##### RECORDS TO PROCESS #####

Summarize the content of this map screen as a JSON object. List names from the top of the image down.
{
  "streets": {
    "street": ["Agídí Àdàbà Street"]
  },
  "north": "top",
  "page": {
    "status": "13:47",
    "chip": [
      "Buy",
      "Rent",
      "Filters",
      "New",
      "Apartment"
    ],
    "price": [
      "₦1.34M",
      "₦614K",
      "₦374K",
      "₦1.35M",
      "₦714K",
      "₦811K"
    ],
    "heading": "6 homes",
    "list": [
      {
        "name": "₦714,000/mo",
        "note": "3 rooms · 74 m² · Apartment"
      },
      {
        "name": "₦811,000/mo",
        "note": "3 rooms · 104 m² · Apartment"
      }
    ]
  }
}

#####
##### RECORDS TO PROCESS #####

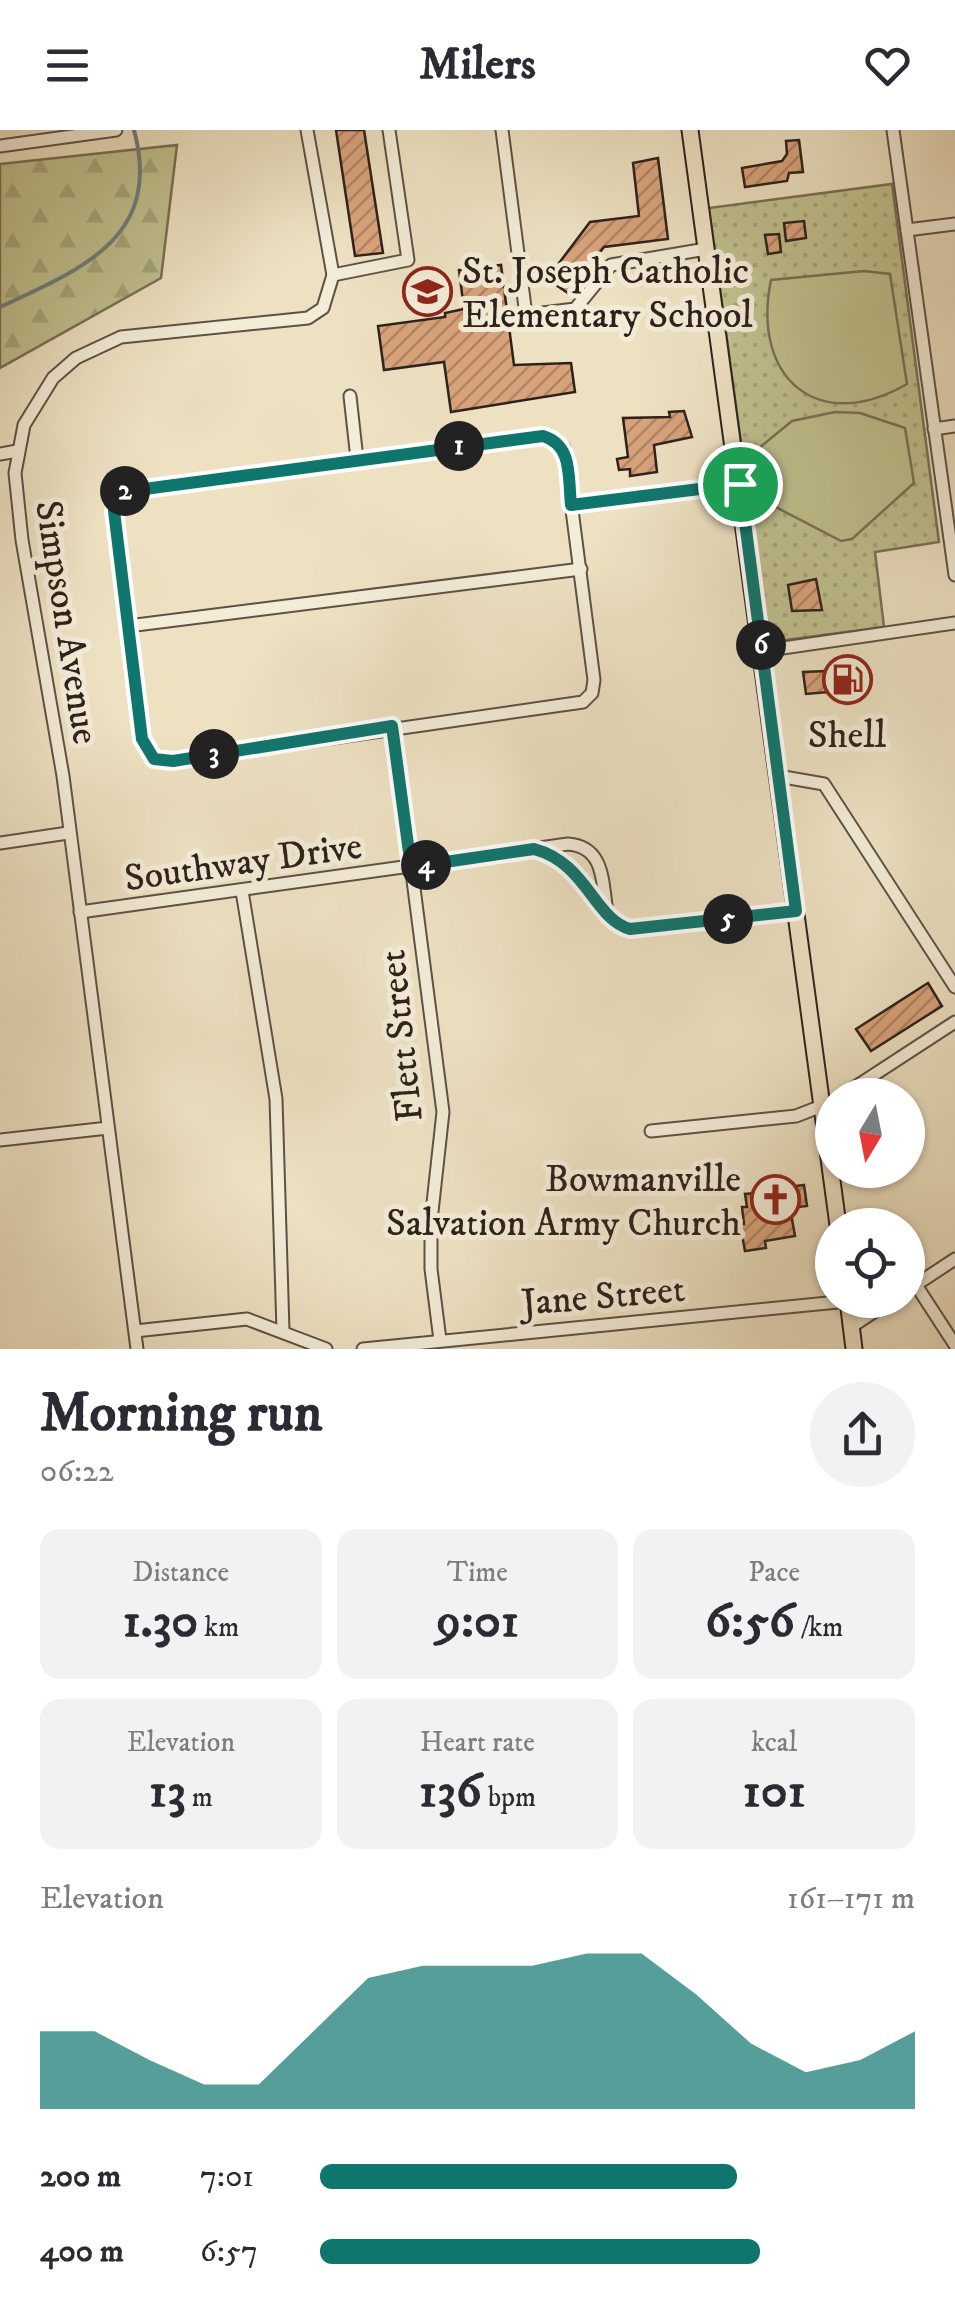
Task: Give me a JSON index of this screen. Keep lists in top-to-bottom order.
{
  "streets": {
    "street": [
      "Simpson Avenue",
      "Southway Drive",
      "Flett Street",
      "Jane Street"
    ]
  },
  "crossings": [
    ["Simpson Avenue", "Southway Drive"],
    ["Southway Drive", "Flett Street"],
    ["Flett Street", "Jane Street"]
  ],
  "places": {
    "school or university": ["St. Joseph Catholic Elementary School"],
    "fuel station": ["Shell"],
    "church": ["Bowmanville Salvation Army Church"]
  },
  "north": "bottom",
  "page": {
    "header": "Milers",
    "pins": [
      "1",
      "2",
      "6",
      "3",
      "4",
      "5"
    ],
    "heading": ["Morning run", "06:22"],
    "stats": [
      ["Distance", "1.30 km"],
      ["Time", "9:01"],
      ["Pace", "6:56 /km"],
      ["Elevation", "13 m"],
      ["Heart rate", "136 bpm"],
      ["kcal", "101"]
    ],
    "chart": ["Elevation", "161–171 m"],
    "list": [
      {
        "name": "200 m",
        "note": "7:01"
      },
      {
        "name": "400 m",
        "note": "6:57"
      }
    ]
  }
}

#####

• EXERCISE DIRECTIONS
Would you please copy each line of the listing that contains the word "Flett"?

• RESULT
      "Flett Street",
    ["Southway Drive", "Flett Street"],
    ["Flett Street", "Jane Street"]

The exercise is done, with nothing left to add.